Let two cupfuls of dry bread crumbs soak for an hour in a quart of milk. Into this beat a tablespoonful, each, of molasses and melted butter, a teaspoonful of salt and three well-beaten eggs. When thoroughly mixed, add half a cupful of flour which has been sifted with a half teaspoonful of baking-powder. Bake on a soapstone griddle if possible.
One cup of cold boiled hominy beaten to a smooth paste with a tablespoonful of melted butter, then whipped light with the yolks of the eggs; two eggs, whites and yolks beaten separately; one cup of milk; one tablespoonful of flour sifted twice, with an even teaspoonful of baking-powder and a teaspoonful of salt; one tablespoonful of molasses. Stir molasses into the milk, add to the hominy, butter and yolks; lastly, put in prepared flour and the whites of the eggs.

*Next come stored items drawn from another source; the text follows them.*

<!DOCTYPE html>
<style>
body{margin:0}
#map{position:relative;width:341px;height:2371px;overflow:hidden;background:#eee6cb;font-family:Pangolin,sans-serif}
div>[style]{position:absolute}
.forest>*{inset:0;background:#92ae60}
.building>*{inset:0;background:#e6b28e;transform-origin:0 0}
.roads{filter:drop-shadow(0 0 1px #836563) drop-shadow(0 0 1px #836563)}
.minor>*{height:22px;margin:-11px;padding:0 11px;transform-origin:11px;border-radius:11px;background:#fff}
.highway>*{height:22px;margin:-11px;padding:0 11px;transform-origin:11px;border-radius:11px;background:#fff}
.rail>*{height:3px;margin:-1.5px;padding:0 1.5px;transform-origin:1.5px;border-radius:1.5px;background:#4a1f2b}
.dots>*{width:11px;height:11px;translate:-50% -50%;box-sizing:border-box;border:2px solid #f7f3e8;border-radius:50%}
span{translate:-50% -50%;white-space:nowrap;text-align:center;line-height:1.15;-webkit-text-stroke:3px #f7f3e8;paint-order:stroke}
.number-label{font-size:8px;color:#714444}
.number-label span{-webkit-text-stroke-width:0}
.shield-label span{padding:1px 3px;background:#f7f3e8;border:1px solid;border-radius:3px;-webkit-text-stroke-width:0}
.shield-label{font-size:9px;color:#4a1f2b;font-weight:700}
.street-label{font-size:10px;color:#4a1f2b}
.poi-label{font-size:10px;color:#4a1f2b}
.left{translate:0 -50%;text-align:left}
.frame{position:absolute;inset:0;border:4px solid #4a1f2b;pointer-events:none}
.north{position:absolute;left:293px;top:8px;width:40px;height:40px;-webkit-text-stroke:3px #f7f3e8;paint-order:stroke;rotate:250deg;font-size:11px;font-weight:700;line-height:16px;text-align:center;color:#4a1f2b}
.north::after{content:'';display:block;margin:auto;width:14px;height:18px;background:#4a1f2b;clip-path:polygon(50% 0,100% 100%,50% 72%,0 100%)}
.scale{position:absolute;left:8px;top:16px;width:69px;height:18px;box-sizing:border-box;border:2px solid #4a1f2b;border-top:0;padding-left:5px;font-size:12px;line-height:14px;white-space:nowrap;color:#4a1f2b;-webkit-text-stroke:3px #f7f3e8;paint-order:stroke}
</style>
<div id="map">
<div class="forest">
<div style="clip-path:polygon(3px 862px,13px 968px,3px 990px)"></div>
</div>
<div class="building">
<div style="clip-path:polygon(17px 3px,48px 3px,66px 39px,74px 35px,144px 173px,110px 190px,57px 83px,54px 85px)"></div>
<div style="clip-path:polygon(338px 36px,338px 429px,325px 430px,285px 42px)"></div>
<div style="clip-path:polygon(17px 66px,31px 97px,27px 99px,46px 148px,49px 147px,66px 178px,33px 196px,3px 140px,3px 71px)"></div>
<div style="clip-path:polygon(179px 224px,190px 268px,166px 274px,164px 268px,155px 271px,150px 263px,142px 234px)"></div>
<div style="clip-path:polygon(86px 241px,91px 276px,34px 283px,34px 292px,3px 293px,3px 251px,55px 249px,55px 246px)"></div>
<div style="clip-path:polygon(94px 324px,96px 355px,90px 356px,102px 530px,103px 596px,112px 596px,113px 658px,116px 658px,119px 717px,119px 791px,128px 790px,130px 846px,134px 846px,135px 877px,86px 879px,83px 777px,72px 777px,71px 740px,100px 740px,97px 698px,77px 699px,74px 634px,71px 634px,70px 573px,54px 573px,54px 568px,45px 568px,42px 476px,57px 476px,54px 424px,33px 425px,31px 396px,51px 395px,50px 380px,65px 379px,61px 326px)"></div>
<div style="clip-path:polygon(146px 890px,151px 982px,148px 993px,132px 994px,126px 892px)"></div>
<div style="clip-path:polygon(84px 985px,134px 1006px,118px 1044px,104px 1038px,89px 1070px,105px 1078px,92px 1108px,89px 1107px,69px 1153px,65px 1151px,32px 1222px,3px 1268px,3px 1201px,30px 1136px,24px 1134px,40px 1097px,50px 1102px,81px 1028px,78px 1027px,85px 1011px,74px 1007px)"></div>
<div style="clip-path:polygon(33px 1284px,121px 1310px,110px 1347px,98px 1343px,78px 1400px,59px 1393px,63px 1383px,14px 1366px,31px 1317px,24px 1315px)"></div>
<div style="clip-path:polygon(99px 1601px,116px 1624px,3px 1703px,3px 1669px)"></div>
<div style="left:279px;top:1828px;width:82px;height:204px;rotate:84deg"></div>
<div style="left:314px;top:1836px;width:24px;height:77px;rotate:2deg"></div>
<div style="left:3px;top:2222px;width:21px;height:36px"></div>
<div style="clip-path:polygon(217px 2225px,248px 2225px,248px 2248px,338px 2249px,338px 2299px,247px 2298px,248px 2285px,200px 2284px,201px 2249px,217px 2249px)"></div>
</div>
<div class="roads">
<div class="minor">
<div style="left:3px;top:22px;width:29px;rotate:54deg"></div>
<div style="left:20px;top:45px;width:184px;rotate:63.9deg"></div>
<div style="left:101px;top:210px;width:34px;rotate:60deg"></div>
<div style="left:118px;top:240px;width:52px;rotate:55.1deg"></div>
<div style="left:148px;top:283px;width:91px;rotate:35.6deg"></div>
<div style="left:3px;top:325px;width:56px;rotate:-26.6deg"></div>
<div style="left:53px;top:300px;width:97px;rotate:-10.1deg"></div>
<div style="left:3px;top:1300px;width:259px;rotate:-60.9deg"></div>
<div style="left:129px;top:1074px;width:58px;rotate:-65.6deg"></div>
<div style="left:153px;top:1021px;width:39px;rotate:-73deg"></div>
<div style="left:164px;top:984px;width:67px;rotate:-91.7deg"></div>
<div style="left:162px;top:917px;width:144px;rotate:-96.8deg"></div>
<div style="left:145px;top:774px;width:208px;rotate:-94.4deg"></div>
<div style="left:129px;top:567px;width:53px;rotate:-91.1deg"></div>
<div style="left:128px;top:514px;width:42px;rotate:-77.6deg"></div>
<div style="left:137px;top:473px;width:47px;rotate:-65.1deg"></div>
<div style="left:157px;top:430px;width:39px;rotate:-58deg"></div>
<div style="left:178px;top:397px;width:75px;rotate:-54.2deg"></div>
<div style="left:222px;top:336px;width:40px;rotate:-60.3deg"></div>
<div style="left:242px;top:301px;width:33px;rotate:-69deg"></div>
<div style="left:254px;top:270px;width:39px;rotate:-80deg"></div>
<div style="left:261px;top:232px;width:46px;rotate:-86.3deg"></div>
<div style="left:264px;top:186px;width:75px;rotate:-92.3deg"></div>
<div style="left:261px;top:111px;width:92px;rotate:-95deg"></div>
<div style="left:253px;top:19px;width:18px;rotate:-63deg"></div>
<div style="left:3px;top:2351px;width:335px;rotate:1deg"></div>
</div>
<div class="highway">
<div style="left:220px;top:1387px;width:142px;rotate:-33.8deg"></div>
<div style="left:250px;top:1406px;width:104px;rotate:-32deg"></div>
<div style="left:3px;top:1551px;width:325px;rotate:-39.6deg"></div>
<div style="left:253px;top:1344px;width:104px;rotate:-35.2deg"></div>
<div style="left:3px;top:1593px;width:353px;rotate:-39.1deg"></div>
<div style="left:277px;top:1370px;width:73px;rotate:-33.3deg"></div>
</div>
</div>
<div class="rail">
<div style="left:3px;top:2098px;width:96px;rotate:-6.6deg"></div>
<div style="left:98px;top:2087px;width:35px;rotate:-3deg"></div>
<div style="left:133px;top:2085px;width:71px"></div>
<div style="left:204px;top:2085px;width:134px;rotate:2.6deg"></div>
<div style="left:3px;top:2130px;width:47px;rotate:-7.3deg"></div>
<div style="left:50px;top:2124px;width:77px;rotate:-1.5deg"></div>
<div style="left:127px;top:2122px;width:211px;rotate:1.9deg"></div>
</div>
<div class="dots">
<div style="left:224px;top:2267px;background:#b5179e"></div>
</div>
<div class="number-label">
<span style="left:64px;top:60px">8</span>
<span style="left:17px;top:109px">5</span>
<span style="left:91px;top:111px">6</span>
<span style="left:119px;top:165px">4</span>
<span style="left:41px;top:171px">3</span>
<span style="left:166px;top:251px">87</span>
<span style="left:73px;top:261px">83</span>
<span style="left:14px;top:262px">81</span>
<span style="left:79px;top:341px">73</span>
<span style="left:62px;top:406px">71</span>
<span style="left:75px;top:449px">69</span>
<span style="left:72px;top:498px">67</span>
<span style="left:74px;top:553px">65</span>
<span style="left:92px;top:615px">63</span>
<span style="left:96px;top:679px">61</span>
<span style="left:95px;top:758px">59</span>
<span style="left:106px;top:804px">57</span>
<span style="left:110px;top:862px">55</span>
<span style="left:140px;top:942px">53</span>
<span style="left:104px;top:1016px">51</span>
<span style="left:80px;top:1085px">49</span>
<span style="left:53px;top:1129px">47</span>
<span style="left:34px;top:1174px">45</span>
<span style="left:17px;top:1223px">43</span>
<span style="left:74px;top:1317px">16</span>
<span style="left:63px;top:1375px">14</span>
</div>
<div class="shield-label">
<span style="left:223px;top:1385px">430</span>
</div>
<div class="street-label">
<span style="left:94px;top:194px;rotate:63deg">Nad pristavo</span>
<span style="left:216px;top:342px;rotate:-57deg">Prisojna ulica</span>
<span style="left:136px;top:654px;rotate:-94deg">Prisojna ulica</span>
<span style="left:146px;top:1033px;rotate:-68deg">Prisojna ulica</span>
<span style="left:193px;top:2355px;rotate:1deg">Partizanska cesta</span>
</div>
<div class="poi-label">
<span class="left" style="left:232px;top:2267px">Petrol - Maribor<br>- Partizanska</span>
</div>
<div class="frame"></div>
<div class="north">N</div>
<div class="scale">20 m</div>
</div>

One cup of sweet corn fresh or canned, chopped fine and run through a vegetable press; one cup of hot milk; one tablespoonful, each, of butter and sugar; half teaspoonful of salt; one cup of flour sifted twice with a rounded teaspoonful of baking-powder and a little salt; two eggs. Mix as you would hominy cakes.
Two cups of corn-meal and one cup of graham flour. The flour should be sifted three times with one even teaspoonful of baking-powder and a little salt. One quart of scalding milk. One tablespoonful of butter and the same of molasses, stirred to a cream. One even teaspoonful of salt. Two eggs - whites and yolks beaten separately.
Scald the meal with the milk, beat in butter and molasses and let it cool to blood warmth before adding the beaten yolks and the prepared flour alternately with the stiffened whites. If too stiff, thin with cold milk. Beat hard and bake. Wholesome and palatable if properly made.
Two cups of graham flour; two tablespoonfuls of butter, or one of butter and one of cottolene or other fat; one of molasses; three cups of milk; four eggs; one teaspoonful of baking-powder and twice as much salt sifted twice with the flour; half a cup of white flour mixed thoroughly with the brown. Stir shortening and molasses to a cream, beat in the yolks of the eggs, then the milk, a little at a time, lastly the mixed flour alternately with the whites of the eggs. The batter should be like thick cream before you bake it.